Dr Burton said just because many of the providers that operate in the community service industry are either charities or not-for-profit organisations, doesn’t mean they can operate in a way which defies the basic laws of commerce, or for that matter not fulfil their employer obligations.
“They still need to pay staff, rent, fuel, insurance, electricity and all other manner of outgoings, just like any other business. And if at the end of the day their outgoings are more than their incomings, then they will need to either increase their revenue, or reduce costs by cutting services or shedding staff or both, just to continue operating,” he said.
“Tasmania’s essential community service organisations are at the frontline of supporting Tasmanians in need and at a time when demand on community services is increasing due to high inflation and high interest rates, if we don’t receive a fair and reasonable funding increase we will effectively be going backwards.

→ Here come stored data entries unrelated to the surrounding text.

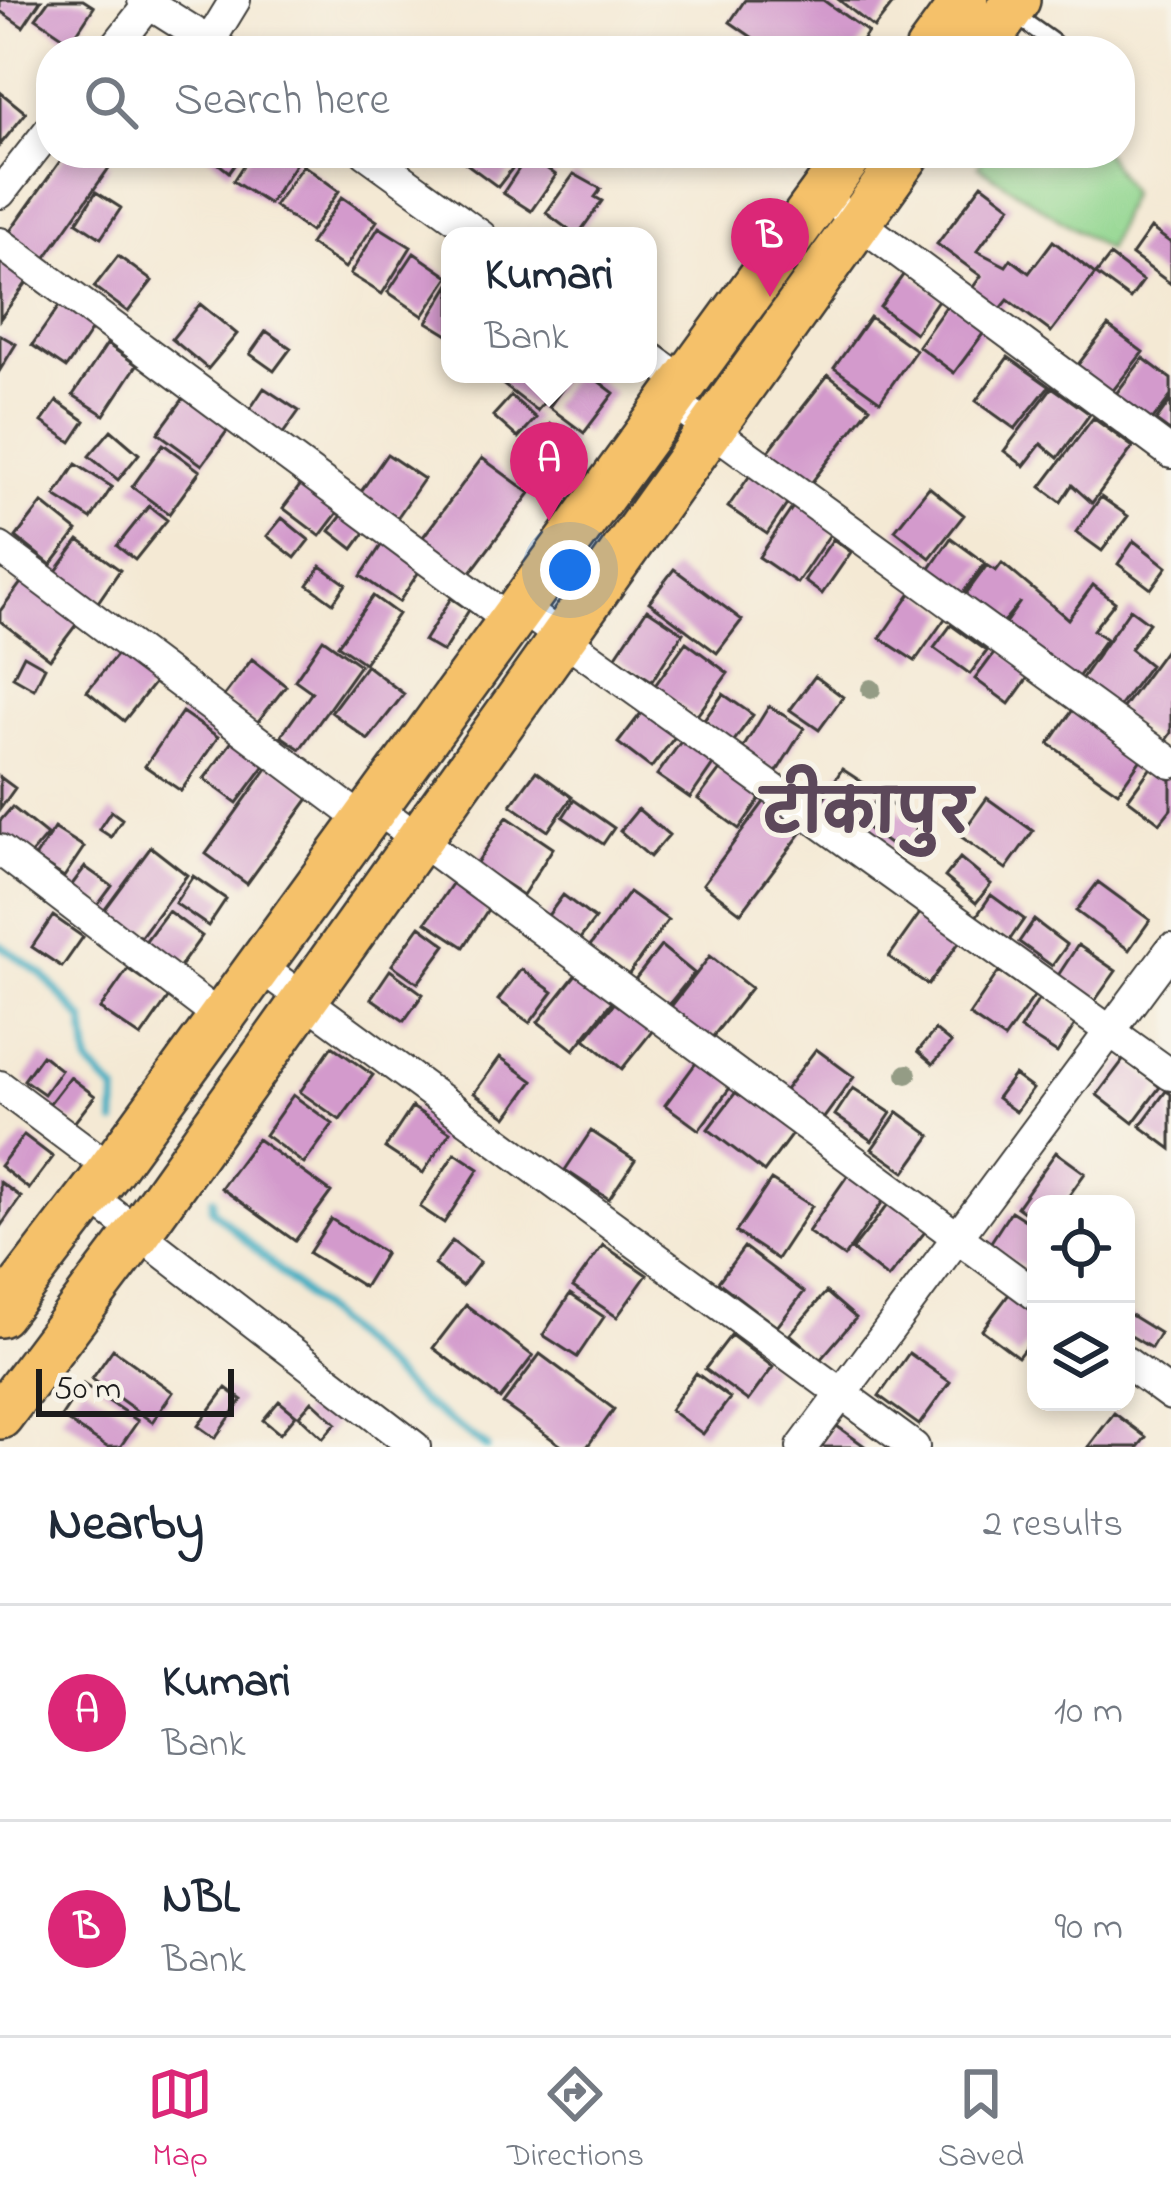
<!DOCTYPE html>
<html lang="en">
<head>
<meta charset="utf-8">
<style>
  body { margin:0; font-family:"Indie Flower","Playpen Sans Deva",sans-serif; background:#f6f6f7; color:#1f2937 }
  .controls { position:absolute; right:36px; bottom:36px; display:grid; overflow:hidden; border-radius:24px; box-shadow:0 6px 18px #0003 }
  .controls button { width:108px; height:108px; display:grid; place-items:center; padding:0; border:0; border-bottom:3px solid #e0e1e3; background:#fff; color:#1f2937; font:60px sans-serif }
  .scale { position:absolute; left:36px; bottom:30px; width:198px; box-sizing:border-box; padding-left:12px; border:6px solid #1c1c1c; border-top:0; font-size:33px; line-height:42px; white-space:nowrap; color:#1c1c1c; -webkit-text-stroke:9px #f7f3e8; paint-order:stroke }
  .you { position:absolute; left:570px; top:570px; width:42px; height:42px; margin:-30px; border:9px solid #fff; border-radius:50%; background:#1a73e8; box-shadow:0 0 0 18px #1a73e833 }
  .badge { display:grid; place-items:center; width:78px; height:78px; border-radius:50%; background:#db2777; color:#fff; font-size:39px; font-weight:700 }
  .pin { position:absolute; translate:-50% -99px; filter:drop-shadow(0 3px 6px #0008) }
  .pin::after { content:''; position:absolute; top:63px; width:42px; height:36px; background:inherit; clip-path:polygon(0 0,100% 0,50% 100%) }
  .popup { position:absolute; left:441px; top:227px; width:216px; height:156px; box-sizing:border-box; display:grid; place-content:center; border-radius:24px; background:#fff; filter:drop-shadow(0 3px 9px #0005); font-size:39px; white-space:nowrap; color:#747a83 }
  .popup b { font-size:45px; color:#1f2937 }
  .popup::after { content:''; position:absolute; left:50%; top:100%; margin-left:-24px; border:24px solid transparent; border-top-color:#fff }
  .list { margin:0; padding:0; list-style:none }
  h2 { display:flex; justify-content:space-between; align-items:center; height:156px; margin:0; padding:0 48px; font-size:51px }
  h2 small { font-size:39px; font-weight:400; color:#747a83 }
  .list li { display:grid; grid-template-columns:78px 1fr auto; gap:36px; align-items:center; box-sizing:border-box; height:216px; padding:0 48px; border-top:3px solid #e0e1e3 }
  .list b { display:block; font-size:45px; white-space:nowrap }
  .list p { margin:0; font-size:39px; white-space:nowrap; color:#747a83 }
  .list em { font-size:39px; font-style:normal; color:#747a83 }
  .icon { flex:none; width:66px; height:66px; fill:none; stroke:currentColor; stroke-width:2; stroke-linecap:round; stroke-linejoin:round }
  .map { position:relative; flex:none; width:1171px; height:1447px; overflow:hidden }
  .search { position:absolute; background:#fff; box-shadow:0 6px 18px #0003; left:36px; right:36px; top:36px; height:132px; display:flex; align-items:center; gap:30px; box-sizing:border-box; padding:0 42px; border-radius:48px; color:#747a83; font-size:45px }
  .sheet { height:588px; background:#fff }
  nav { display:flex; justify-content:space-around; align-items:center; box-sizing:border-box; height:168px; border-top:3px solid #e0e1e3; background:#fff; font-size:33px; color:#747a83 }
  nav a { display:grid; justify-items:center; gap:6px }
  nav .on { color:#db2777 }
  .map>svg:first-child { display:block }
</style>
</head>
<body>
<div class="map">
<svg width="1171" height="1447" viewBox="0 0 1171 1447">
  <rect width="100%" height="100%" fill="#f7f3e8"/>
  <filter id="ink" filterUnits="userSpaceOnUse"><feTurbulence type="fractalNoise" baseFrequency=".00833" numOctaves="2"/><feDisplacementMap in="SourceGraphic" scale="24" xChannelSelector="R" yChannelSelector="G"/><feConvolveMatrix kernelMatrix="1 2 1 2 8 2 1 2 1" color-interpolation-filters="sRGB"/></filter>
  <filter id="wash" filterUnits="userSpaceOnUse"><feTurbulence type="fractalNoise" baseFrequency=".004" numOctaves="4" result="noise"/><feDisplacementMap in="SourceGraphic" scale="48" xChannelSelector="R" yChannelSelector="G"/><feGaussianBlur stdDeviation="2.7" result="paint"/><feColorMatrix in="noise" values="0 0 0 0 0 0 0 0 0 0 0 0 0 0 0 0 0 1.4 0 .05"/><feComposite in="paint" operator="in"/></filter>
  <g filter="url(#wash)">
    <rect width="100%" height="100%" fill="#f4e9d4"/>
    <!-- green -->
    <path fill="#91d68f" stroke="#567956" stroke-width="3" d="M986,153H1105L1130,193L1107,250L978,166Z"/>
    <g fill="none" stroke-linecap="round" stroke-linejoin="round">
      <!-- stream -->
      <path stroke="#44afc2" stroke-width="8" d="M0,945L43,975L84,1021L89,1065L116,1092L115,1123
        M213,1199L212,1209L423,1403L487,1447"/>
    </g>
    <g id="blocks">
      <!-- building -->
      <path fill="#d39acc" d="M0,0H41L23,27L0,11Z
        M49,0H83L94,7L71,42L36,18Z
        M745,0H823L868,32L855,51H772L730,22Z
        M839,0H896L874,28Z
        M0,92L26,113L0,145Z
        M66,153H94L111,165L44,260L8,234Z
        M205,153H243L229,172Z
        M251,153H287L298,160L269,204L233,181Z
        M452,153H524L498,187Z
        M528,155L556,175L531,211L503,193Z
        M303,165L339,191L310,232L274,206Z
        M574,174L601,189L595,197L602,201L577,236L546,213Z
        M982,184L1011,206L977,251L1006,266L1011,259L1029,273L1053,241L1095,274L1051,332L1008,300L999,311L971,290L981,276L937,244Z
        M96,192L121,208L101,238L77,222Z
        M342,197L377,221L345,268L310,244Z
        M379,227L411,247L382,294L350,274Z
        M1151,228L1171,243V284L1132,255Z
        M414,253L449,277L423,316L388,292Z
        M0,256L30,278L0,319Z
        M118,256L152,281L128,312L94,287Z
        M1110,256L1143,281L1130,299L1096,274Z
        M906,271L940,297L915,333L880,307Z
        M450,284V336L427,322Z
        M950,301L988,327L954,373L918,346Z
        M62,302L95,325L66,368L32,345Z
        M200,304L237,334L208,369L172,339Z
        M870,317L916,350L880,401L834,368Z
        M1108,326L1143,352L1108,397L1073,371Z
        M266,331L291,348L274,371L250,354Z
        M0,335L16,344L0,370Z
        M107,344L137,365L104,415L73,395Z
        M1008,357L1049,386L1015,429L976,401Z
        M1143,358L1171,379V396L1148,426L1112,399Z
        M508,374H567L537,411L501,383Z
        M573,374H589L614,393L584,433L549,407Z
        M828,375L870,407L805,491L763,458Z
        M1052,387L1090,414L1058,458L1041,444L1024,466L1004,451Z
        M264,388L299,411L282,435L248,412Z
        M186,395L230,427L202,465L158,433Z
        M511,396L536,418L518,438L493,416Z
        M1171,400V432L1156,421Z
        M57,401L85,421L71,442L42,422Z
        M1093,418L1133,447L1092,503L1072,485L1061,502L1041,487Z
        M551,424L573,441L542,482L520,466Z
        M111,430L139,454L118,480L89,456Z
        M163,444L200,471L169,514L132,487Z
        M387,454L424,479L397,518L360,493Z
        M482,458L530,493L468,576L420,541Z
        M76,464L112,487L91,519L55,496Z
        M753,471L792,497L767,534L728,507Z
        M302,483L339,511L320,536L283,508Z
        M929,487L964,515L930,558L895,530Z
        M1101,497L1128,516L1102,551L1076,532Z
        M797,501L835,527L797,583L759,557Z
        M42,503L77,531L51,565L16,537Z
        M149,506L167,520L135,560L117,546Z
        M346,510L369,527L353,549L330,531Z
        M282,518L309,540L295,558L267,536Z
        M386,538L424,564L399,602L361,576Z
        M951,538L985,563L960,597L927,573Z
        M833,539L851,552L822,594L804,581Z
        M79,540L120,570L96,605L54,574Z
        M1134,541L1167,567L1151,589L1118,564Z
        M1002,563L1068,619L1093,585L1115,602L1093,630L1106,639L1074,683L1001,629L1020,602L999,627L962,599L987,565L996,571Z
        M321,566L346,584L333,603L308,585Z
        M674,569L742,620L717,653L649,602Z
        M26,576L82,617L50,659L0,621V611Z
        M914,589L949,613L915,661L880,638Z
        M373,596L398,614L364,663L338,645Z
        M451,598L469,610L443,652L424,641Z
        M647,609L683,633L652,681L615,657Z
        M1130,609L1149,623L1130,649L1150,665L1116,711L1078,684Z
        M951,625L987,651L970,674L934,648Z
        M323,639L360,665L300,749L281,736L312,692L295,680Z
        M686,642L728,673L696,717L654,687Z
        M122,648L159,677L124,721L87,691Z
        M998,648L1032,672L1009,704L975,679Z
        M1167,648L1171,651V733L1163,744L1119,713Z
        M24,655L45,667L34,689L13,677Z
        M252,659L286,686L256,724L223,697Z
        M366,665L404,694L368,740L331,712Z
        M815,676L843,697L819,730L790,710Z
        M723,694L753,715L731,745L702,723Z
        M648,704L681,729L651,768L618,743Z
        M769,706L804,728L776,773L741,751Z
        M1075,707L1144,755L1118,792L1049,744Z
        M182,712L218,737L181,791L145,766Z
        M236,736L269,760L237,803L204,779Z
        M685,736L717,759L690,798L657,775Z
        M271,763L313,793L247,884L206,854Z
        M725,763L765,792L739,829L698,799Z
        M1152,766L1171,780V809L1160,823L1128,799Z
        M842,769L880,794L857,829L820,804Z
        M536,771L572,797L548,831L511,805Z
        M0,777L15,788L0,809Z
        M769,795L808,824L741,913L703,884Z
        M987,798L1033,831L1006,869L960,836Z
        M883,799L920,825L900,852L864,826Z
        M574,800L614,828L603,844L563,817Z
        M12,807L47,835L24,862L0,843V821Z
        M638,809L669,835L650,857L620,831Z
        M111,811L122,819L111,837L99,829Z
        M507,817L553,848L523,895L476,864Z
        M54,828L84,847L64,877L35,858Z
        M151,847L187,875L139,939L103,912Z
        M960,858L991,884L976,903L945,877Z
        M85,867L112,886L95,909L68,890Z
        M193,876L226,899L208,926L175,903Z
        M456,878L492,903L464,947L426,922Z
        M1098,882L1150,920L1129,950L1076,911Z
        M629,892L668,920L626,978L587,950Z
        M563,895L595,919L576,944L544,921Z
        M991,895L1024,919L1009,941L976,917Z
        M923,909L963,937L928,985L889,957Z
        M168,911L202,936L176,972L141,947Z
        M53,916L83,937L62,967L32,947Z
        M1034,920L1067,945L1052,966L1019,942Z
        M420,926L446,945L418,983L392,965Z
        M1078,945L1116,971L1094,1002L1057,977Z
        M661,946L694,973L666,1008L633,982Z
        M710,956L751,988L707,1044L666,1013Z
        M581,968L617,995L574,1050L538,1022Z
        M128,969L169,997L141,1037L100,1009Z
        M521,969L553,992L530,1023L498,1000Z
        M390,970L423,994L404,1021L371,998Z
        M999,971L1035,995L1004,1039L969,1015Z
        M622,994L658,1024L622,1069L585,1039Z
        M1039,999L1076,1023L1057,1053L1020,1029Z
        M935,1030L951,1043L933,1064L918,1051Z
        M332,1046L373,1075L340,1120L300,1092Z
        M816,1049L854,1077L821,1122L782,1094Z
        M42,1055L61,1070L44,1094L24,1080Z
        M701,1056L735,1081L699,1130L665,1105Z
        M500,1057L533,1081L507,1117L474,1093Z
        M1124,1059L1160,1087L1133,1123L1097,1095Z
        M1014,1075L1033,1089L1016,1112L997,1098Z
        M70,1077L95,1096L74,1123L49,1104Z
        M742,1084L798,1126L764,1172L708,1129Z
        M853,1088L891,1113L872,1141L835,1115Z
        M1166,1091L1171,1094V1149L1140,1126Z
        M293,1095L333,1124L304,1164L265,1135Z
        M412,1107L450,1132L423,1173L385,1148Z
        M898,1112L931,1136L905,1172L872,1149Z
        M591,1131L635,1160L609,1199L565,1170Z
        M24,1135L53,1157L29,1189L0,1166Z
        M257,1139L331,1192L295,1241L221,1188Z
        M1056,1152L1085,1173L1063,1204H1036V1221L1017,1207Z
        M455,1153L479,1169L444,1223L420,1207Z
        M852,1169L888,1194L844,1257L808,1232Z
        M771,1180L812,1206L777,1259L736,1232Z
        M0,1182L21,1197L0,1227Z
        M893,1198L929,1227L888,1278L852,1250Z
        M1011,1211L1036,1227V1255L1027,1269L989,1245Z
        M331,1219L385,1253L364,1287L309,1253Z
        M452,1241L480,1262L462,1286L434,1265Z
        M603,1245L647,1275L617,1317L573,1287Z
        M744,1247L804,1292L777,1327L718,1282Z
        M1015,1286L1036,1301V1334L1018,1357L982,1330Z
        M826,1292L856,1318L820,1360L790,1334Z
        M570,1294L604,1317L577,1357L543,1335Z
        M466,1305L533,1356L500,1399L433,1348Z
        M1126,1312L1160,1333L1151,1348L1126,1333Z
        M731,1335L773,1367L748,1401L705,1369Z
        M113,1349L173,1392L152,1422L92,1379Z
        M909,1353L950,1382L919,1425L879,1396Z
        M540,1354L614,1409L587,1447H563L503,1404Z
        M696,1373L730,1398L703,1434L670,1410Z
        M83,1384L138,1421L120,1447H107L61,1417Z
        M226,1388L242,1400L215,1438L198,1426Z
        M279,1401L296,1415L280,1434L263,1420Z
        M312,1401L336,1423L323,1438L299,1416Z
        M1114,1413L1146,1437L1138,1447H1088Z
        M834,1424L866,1447H818Z"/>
    </g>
  </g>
  <g filter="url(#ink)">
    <use href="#blocks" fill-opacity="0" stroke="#3c3b38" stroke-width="3"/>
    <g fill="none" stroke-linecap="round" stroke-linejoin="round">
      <!-- lane casing -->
      <g stroke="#3c3b38" stroke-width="20">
        <path id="lane" d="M1011,12L1053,42"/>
      </g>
      <!-- street casing -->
      <g stroke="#3c3b38" stroke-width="34">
        <path id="street" d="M143,0L224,51
          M210,41L235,0
          M112,51L149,4
          M366,153L481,236
          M0,193L51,128
          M846,213L1171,453
          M0,243L510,621
          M648,356L687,384
          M671,400L1171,763
          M0,548L364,821
          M520,607L1171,1075
          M375,807L1036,1295
          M0,850L222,1019
          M259,966L914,1447
          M0,1086L111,1169
          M90,1196L415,1447
          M1126,1362L1171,1395
          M802,1447L1171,949"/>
      </g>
      <!-- primary casing -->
      <g stroke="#3c3b38" stroke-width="50">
        <path id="primary" d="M928,51L965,0
          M980,51L1017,0
          M0,1314L111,1169L852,153
          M0,1416L138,1233L908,153"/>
      </g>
      <!-- lane -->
      <use href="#lane" stroke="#fff" stroke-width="15"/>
      <!-- street -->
      <use href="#street" stroke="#fff" stroke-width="30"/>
      <!-- primary -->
      <use href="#primary" stroke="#f5c16b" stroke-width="45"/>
    </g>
    <!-- trees -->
    <g fill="#949c85">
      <circle cx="871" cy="689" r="10"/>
      <circle cx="907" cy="1074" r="10"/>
    </g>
  </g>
  <g text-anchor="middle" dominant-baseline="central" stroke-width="10" stroke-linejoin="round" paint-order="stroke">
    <!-- district labels -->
    <g font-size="60" font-weight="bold" fill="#5c485a" stroke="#f7f3e8">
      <text x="867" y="817">टीकापुर</text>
    </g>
  </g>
</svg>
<div class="controls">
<button><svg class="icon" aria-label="locate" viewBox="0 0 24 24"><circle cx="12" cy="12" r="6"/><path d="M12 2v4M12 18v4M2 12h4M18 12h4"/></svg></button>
<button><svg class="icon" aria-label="layers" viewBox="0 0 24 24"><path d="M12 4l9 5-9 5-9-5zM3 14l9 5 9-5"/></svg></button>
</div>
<div class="scale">50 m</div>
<div class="you"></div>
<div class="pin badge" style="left:549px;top:521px">A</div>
<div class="popup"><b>Kumari</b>Bank</div>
<div class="pin badge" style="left:770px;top:297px">B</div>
<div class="search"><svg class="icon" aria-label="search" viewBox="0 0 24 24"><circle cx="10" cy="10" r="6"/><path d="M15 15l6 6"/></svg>Search here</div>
</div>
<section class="sheet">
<h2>Nearby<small>2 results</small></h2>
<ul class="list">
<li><span class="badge">A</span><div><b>Kumari</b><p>Bank</p></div><em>10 m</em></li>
<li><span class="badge">B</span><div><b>NBL</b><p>Bank</p></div><em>90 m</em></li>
</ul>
</section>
<nav>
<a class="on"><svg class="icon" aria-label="map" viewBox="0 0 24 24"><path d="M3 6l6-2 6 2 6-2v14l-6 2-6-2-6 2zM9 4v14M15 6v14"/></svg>Map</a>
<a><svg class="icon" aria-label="directions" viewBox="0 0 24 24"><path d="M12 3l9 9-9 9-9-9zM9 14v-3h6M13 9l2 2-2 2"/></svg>Directions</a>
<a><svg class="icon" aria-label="saved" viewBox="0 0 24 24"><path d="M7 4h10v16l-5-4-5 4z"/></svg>Saved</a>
</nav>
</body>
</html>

“This could leave us in the invidious position of turning people away without the help they need or having no choice but to let staff go, which would be a simply terrible situation.
“The community services industry is a significant part of the Tasmanian economy as part of the Health Care and Social Assistance Sector, which employs around 15% of Tasmania’s total workforce and contributes more than 13% of Tasmania’s Gross State Product (GSP).
“Just some of the essential work we do includes helping Tasmanians to avoid ill health through support to stay active and eat well, providing financial counselling to address housing stress, as well as delivering literacy and digital skills to ensure young Tasmanians have the skills and confidence they need to gain employment.
“With inflation driving costs skyward, if we do not receive fair and reasonable funding from the Tasmanian Government there will be more people presenting to Emergency Departments, more people living on the streets and jobs will be lost,” Dr Burton concluded.
SIX KEY FACTS
- The community services industry is a significant part of our economy as part of the Health Care and Social Assistance Sector, which (last Financial Year 2021/22) employed around 15% of Tasmania’s total workforce and contributed 13.1% of GSP.
- With the current (December Quarter, 2022) annual inflation rate of 7.7% and a yearly average of 3.54% (December 2002 to December 2022), the indexation rate which has varied between zero and 3% over the last 20 years in Tasmania, is simply not enough.
- Last year our interstate equivalents received indexing of 4.6% in Victoria, 5.5% in New South Wales and 5.07% in Queensland — while for the Tasmanian community services industry it was just 3%.
- Tasmanian Government workers have received a nearly 10% wage increase over three years, while nationally the minimum wage and rise in the super guarantee increased wages for the industry by 5.1% last year.
- TasCOSS, in partnership with the community services industry Network of Peaks, has undertaken comprehensive research and calculated that an increase of 9.5% in Government funding is necessary just to maintain current jobs and service levels in the industry.
- We are seeking 9.5% indexation across Tasmanian Government funded community services for the 2023/24 Budget and a commitment to the introduction of a fit-for-purpose model for indexation from 2024/25.